Die Tests in diesem Fall wurden an 30 Patienten durchgeführt, die in zwei Gruppen aufgeteilt wurden: Die erste erhielt den Impfstoff in zwei Dosen, die zweite ein Placebo. 95 erkrankten, 90 gehörten zu der Gruppe, die das Placebo erhalten hatte, und 5 zu der Gruppe der Geimpften. Bei letzteren wurden keine nennenswerten Nebenwirkungen festgestellt, höchstens einige Grad Fieber, etwas Müdigkeit und Wundsein an der Injektionsstelle. Keiner der Geimpften hatte schwere Symptome von Covid-19, während 11 der ungeimpften Positiven von schwerem Covid betroffen waren.
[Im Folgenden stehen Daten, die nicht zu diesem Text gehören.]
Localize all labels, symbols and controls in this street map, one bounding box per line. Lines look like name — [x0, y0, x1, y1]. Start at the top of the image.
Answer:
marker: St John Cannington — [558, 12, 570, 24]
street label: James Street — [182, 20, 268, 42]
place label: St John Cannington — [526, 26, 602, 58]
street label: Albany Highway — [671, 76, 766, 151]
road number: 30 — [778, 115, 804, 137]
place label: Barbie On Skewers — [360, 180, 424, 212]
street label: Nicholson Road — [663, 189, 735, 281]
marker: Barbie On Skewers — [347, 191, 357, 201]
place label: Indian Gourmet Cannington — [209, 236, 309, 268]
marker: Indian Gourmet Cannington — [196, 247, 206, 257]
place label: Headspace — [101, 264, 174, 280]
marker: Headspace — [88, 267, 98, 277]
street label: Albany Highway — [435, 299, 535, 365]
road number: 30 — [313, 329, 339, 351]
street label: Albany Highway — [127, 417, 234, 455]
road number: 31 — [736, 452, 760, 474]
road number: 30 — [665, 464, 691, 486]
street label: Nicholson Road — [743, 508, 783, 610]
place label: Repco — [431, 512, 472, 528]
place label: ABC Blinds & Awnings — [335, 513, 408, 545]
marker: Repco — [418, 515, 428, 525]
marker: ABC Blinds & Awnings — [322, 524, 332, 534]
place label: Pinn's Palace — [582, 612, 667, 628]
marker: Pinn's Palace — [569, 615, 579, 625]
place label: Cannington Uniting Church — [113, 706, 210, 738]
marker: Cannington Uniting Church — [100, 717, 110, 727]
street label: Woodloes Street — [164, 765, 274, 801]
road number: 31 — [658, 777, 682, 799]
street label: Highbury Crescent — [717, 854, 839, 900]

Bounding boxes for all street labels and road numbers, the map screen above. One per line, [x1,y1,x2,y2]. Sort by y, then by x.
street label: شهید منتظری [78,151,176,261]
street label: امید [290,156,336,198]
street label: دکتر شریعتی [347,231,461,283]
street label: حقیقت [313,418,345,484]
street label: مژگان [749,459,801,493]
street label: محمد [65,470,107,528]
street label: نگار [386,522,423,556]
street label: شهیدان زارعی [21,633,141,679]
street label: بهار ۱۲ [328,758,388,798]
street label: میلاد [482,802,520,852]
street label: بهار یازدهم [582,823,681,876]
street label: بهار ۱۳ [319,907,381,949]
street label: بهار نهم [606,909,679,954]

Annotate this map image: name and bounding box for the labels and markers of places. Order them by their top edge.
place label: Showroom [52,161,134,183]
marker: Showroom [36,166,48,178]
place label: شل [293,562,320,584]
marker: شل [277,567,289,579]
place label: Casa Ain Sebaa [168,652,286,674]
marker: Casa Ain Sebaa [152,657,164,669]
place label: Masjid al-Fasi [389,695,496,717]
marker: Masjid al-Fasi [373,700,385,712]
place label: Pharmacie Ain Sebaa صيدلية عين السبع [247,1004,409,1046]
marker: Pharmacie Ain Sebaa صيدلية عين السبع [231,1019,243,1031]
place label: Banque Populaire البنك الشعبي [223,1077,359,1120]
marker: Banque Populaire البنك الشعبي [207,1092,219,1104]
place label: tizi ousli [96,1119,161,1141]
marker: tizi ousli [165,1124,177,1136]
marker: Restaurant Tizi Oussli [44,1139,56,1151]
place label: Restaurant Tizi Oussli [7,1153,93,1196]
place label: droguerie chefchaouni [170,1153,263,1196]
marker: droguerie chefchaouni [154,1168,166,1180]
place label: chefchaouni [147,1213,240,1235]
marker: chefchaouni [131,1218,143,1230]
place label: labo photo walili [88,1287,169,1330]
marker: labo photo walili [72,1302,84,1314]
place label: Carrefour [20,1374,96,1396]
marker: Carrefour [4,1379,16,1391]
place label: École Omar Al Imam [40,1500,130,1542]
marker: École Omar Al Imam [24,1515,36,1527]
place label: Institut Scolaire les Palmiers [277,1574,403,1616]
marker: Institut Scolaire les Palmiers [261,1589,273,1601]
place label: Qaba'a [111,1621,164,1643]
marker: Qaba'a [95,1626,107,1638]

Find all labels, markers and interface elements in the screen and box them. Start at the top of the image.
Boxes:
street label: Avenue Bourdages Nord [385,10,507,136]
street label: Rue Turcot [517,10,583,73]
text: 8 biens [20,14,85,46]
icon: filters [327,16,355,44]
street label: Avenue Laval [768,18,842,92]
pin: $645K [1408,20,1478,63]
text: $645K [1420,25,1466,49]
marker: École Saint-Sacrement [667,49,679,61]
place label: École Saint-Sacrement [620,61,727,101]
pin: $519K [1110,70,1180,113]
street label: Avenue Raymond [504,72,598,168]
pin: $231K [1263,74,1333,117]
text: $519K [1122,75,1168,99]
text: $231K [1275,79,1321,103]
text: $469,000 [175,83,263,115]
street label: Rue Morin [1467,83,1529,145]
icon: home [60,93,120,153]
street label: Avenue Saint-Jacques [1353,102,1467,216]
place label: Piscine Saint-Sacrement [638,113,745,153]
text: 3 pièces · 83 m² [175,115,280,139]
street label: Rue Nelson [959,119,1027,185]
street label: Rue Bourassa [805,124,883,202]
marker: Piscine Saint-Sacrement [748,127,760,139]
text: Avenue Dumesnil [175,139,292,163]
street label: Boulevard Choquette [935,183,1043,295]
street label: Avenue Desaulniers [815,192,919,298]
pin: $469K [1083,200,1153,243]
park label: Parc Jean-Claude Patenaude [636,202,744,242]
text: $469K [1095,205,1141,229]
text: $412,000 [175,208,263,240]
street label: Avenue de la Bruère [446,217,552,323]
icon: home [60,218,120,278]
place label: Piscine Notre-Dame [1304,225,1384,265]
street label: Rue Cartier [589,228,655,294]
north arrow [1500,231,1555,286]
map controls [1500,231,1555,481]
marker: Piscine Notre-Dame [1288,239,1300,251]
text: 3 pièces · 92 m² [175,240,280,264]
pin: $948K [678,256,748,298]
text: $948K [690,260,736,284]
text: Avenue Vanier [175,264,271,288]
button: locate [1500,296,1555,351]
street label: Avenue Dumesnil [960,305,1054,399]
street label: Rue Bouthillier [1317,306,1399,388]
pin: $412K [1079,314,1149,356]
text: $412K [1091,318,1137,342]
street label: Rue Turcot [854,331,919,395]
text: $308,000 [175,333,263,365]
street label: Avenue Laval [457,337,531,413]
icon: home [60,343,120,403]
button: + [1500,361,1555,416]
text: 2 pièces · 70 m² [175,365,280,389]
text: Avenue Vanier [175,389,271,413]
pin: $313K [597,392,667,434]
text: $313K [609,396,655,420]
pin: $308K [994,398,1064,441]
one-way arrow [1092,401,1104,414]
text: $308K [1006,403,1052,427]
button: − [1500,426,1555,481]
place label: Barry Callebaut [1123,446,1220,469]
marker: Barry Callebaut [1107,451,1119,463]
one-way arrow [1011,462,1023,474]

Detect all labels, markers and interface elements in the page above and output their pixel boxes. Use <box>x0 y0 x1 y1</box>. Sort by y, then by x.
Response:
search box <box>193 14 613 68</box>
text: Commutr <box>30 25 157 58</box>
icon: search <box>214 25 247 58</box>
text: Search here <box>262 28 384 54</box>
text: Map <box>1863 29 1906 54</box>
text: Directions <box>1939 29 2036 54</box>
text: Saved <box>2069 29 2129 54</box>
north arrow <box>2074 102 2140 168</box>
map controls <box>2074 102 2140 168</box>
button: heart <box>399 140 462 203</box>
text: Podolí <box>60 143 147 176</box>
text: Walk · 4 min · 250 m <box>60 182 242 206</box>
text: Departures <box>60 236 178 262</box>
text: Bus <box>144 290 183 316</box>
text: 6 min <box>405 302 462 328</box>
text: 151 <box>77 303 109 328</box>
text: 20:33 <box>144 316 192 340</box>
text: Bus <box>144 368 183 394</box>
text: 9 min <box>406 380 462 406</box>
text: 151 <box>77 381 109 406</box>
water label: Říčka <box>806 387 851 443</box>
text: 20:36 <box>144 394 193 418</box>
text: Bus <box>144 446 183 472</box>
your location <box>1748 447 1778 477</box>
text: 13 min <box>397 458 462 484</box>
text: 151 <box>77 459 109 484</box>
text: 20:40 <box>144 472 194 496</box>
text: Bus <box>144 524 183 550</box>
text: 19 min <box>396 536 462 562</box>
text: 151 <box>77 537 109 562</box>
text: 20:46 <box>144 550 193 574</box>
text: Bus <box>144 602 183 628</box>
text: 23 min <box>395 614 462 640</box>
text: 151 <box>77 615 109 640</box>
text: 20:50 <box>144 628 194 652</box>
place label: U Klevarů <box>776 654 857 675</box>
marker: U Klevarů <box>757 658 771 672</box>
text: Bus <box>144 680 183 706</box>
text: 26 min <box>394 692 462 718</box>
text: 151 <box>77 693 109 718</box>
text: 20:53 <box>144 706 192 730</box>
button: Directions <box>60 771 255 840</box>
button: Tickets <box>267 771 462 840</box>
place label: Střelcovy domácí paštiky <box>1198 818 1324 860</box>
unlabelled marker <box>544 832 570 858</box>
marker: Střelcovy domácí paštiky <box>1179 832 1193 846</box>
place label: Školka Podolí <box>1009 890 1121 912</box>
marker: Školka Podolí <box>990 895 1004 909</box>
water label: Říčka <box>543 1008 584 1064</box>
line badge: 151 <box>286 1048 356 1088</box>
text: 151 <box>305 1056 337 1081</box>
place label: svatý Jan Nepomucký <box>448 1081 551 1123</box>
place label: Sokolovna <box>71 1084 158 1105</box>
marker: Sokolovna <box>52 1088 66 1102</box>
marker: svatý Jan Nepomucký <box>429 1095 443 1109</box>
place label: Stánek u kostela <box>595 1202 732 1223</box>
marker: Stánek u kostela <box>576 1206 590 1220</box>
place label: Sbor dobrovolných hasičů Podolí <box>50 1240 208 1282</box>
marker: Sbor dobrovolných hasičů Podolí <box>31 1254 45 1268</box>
Aus diesen Daten wurde ein Wirksamkeitswert von 94,5 % errechnet.
Der Impfstoff kann 30 Tage in einem Kühl- oder Gefrierschrank gelagert werden und bis zu 12 Stunden bei Raumtemperatur bleiben, wodurch er einfacher zu transportieren ist als seine Konkurrenten, die stattdessen bei -80 Grad gelagert werden müssen.
Auch in diesem Fall sei sich die EU-Kommission „mit Moderna einig die Lieferung von bis zu 160 Millionen Dosen des Impfstoffs.
AN WELCHEM PUNKT IST ASTRAZENECA
Das amerikanische Derby zwischen Pfizer und Moderna hat die Arbeit eines anderen Unternehmens überschattet, das einen Anti-Covid-19-Impfstoff entwickelt und über das in den letzten Monaten viel gesprochen wurde: Es ist das britische AstraZeneca, das gemeinsam mit seiner Herstellung experimentiert der University of Oxford, die ihre Produktion dem Irbm of Pomezia anvertraut hat.
Im Gegensatz zu den ersten beiden, die wie erwähnt auf Boten-RNA basieren, basiert der AstraZeneca-Oxford-Impfstoff auf einem Adenovirus, einer abgeschwächten Version eines Erkältungsvirus, dessen Erbinformation so modifiziert wurde, dass er Teile des Covid-19 trägt.
Der Impfstoff von AstraZeneca befindet sich ebenfalls in Phase 3 der Studie, aber das Unternehmen hat noch keine vorläufigen Daten bekannt gegeben. Die Mitteilung der ersten Ergebnisse sollte in den kommenden Wochen eintreffen, und falls sie sich als positiv erweisen, könnte das britische Unternehmen auch eine Notfallgenehmigung für die Verwendung des Impfstoffs beantragen und die ersten Dosen bis Ende des Jahres verteilen.
Die Europäische Union hat, wie in den beiden vorherigen Fällen geschehen, bereits eine erste Lieferung von Dosen gebucht, diesmal in Höhe von 400 Millionen, während die USA 300 Millionen gebucht haben.
Vor einigen Wochen erklärte der Präsident des IRBM-Forschungszentrums in Pomezia, Piero Di Lorenzo, gegenüber der Website der Financial Lounge: „Wenn keine plötzlichen Probleme auftreten, ist es vernünftig anzunehmen, dass die Phase der klinischen Erprobung bis zum Ende abgeschlossen werden kann November oder Anfang Dezember“. „Nach Phase 3 – fuhr er fort – geht der Ball zur Validierung an die EMA (Europäische Arzneimittelagentur, Anm. d. Red.).“
„Hoffentlich – fügte Di Lorenzo hinzu – ist zu erwarten, dass die ersten Dosen des Impfstoffs, 2-3 Millionen, bis Ende des Jahres in Italien eintreffen werden. Der Vertrag zwischen AstraZeneca und der EU sieht die Lieferung von 300 Millionen Dosen bis Juni 2021 vor. Etwa zehn Millionen Dosen werden jeden Monat in Italien eintreffen. Bis Juni 2021, alle, die sich in Italien impfen lassen wollen, können dies tun “.